What is Titan Machinery worth?According to my relative valuation model, the stock is currently overvalued. I’ve used the price-to-equity ratio in this instance because there’s not enough visibility to forecast its cash flows. The stock’s ratio of 41.67x is currently well-above the industry average of 14.17x, meaning that it is trading at a more expensive price relative to its peers. But, is there another opportunity to buy low in the future? Since Titan Machinery’s share price is quite volatile, this could mean it can sink lower (or rise even further) in the future, giving us another chance to invest. This is based on its high beta, which is a good indicator for how much the stock moves relative to the rest of the market.
Can we expect growth from Titan Machinery?Future outlook is an important aspect when you’re looking at buying a stock, especially if you are an investor looking for growth in your portfolio. Although value investors would argue that it’s the intrinsic value relative to the price that matter the most, a more compelling investment thesis would be high growth potential at a cheap price. In the upcoming year, Titan Machinery’s earnings are expected to increase by 85%, indicating a highly optimistic future ahead. This should lead to more robust cash flows, feeding into a higher share value.
What this means for you:
Are you a shareholder? It seems like the market has well and truly priced in TITN’s positive outlook, with shares trading above its fair value. At this current price, shareholders may be asking a different question – should I sell? If you believe TITN should trade below its current price, selling high and buying it back up again when its price falls towards its real value can be profitable. But before you make this decision, take a look at whether its fundamentals have changed.
Are you a potential investor? If you’ve been keeping tabs on TITN for some time, now may not be the best time to enter into the stock. The price has surpassed its industry peers, which means it is likely that there is no more upside from mispricing. However, the optimistic prospect is encouraging for TITN, which means it’s worth diving deeper into other factors in order to take advantage of the next price drop.

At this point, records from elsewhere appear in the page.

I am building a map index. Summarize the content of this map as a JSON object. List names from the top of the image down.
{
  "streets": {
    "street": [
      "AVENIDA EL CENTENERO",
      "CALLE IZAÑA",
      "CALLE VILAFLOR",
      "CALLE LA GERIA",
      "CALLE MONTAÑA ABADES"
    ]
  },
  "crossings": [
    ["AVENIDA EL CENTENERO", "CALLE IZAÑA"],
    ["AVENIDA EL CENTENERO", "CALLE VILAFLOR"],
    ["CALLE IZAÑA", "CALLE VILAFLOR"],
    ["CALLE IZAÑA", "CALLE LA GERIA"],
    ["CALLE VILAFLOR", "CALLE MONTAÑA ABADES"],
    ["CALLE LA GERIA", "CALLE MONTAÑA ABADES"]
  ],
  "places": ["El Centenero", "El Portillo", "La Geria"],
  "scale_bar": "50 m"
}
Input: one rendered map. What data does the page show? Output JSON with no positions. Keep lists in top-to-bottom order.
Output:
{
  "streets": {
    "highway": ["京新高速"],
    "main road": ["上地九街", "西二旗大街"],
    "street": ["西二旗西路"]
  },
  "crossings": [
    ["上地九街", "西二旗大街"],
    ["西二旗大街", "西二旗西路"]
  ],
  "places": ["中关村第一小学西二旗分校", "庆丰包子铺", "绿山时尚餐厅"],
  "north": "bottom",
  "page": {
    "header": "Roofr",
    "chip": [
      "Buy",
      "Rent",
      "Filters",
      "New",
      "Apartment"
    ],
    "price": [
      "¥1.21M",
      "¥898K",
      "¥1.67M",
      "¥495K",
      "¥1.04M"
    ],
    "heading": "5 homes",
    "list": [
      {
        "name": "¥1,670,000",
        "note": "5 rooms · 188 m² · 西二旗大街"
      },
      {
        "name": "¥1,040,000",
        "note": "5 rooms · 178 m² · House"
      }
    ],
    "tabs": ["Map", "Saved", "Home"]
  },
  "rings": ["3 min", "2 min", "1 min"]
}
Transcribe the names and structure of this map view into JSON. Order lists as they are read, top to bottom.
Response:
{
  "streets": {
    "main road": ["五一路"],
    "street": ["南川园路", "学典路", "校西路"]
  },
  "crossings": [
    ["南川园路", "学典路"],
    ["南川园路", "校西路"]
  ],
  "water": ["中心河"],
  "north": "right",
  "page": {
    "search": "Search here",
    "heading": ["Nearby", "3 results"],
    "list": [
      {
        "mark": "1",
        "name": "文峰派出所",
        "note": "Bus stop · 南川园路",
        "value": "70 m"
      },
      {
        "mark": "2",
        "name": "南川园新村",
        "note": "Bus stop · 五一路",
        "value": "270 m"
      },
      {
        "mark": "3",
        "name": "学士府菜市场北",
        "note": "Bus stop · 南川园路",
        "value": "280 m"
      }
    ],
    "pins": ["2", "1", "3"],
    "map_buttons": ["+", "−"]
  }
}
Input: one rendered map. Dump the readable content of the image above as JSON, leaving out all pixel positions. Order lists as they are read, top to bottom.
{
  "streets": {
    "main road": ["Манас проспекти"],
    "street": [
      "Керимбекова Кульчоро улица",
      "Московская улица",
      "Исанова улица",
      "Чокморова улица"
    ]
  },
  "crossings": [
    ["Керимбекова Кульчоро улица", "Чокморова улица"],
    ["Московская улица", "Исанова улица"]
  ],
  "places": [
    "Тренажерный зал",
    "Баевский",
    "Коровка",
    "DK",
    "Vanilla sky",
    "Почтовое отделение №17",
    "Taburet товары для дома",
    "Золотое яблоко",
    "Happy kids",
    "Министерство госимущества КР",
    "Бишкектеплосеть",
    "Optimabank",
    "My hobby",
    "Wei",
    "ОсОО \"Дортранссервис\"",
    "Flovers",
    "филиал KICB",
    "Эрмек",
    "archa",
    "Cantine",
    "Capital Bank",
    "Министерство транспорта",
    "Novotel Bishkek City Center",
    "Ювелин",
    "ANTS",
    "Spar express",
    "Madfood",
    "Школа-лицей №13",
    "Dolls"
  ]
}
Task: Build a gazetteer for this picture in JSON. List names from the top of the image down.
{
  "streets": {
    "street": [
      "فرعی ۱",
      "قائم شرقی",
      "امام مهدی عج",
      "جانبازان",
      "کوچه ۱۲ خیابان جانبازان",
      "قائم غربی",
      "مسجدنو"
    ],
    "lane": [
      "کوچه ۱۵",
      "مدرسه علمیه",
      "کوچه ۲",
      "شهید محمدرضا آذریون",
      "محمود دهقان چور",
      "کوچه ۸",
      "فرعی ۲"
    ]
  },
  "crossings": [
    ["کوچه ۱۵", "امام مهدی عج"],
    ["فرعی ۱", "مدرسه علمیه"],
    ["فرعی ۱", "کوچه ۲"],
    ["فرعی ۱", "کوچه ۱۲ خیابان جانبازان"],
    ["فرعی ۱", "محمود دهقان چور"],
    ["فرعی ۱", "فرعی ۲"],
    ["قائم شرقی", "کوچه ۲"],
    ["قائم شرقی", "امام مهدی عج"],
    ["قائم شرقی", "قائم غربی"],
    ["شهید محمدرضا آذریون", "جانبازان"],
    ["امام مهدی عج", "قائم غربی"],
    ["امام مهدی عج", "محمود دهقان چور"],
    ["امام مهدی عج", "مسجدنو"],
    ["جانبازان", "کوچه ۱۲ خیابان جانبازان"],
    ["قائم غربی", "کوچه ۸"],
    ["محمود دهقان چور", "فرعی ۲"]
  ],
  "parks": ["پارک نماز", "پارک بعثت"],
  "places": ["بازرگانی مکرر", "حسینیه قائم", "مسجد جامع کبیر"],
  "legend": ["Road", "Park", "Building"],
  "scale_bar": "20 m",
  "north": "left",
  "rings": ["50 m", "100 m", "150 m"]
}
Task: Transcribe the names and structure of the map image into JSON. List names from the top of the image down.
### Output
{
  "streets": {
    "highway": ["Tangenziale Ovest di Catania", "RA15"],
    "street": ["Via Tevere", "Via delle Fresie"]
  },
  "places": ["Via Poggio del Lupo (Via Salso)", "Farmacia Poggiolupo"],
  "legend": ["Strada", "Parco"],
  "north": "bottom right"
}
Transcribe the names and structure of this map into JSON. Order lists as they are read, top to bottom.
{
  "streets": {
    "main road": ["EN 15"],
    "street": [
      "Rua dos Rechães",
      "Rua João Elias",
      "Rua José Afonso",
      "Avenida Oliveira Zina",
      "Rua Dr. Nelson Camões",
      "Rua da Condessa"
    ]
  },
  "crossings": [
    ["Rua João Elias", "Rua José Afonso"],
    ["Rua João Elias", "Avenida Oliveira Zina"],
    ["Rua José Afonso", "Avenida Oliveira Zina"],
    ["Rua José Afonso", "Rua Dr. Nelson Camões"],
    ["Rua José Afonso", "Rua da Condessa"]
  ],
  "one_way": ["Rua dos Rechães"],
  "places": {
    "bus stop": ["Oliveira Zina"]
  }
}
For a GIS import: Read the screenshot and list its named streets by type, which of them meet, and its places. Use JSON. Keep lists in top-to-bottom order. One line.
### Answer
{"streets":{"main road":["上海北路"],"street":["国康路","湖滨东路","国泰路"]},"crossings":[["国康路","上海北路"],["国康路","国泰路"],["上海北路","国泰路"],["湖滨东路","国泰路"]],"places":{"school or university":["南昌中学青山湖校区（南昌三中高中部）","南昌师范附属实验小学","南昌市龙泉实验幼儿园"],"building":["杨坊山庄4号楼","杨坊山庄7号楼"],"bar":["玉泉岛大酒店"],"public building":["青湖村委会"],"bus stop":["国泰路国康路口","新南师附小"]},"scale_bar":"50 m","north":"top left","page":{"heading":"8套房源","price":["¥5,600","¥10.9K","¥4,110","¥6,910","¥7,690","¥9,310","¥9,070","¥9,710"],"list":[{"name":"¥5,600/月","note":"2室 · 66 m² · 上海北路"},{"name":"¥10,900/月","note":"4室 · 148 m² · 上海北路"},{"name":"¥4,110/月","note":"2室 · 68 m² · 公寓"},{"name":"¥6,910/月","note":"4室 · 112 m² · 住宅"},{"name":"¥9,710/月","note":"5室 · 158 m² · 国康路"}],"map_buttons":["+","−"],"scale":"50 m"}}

Price is just the tip of the iceberg. Dig deeper into what truly matters – the fundamentals – before you make a decision on Titan Machinery. You can find everything you need to know about Titan Machinery in the latest infographic research report. If you are no longer interested in Titan Machinery, you can use our free platform to see my list of over 50 other stocks with a high growth potential.
To help readers see past the short term volatility of the financial market, we aim to bring you a long-term focused research analysis purely driven by fundamental data. Note that our analysis does not factor in the latest price-sensitive company announcements.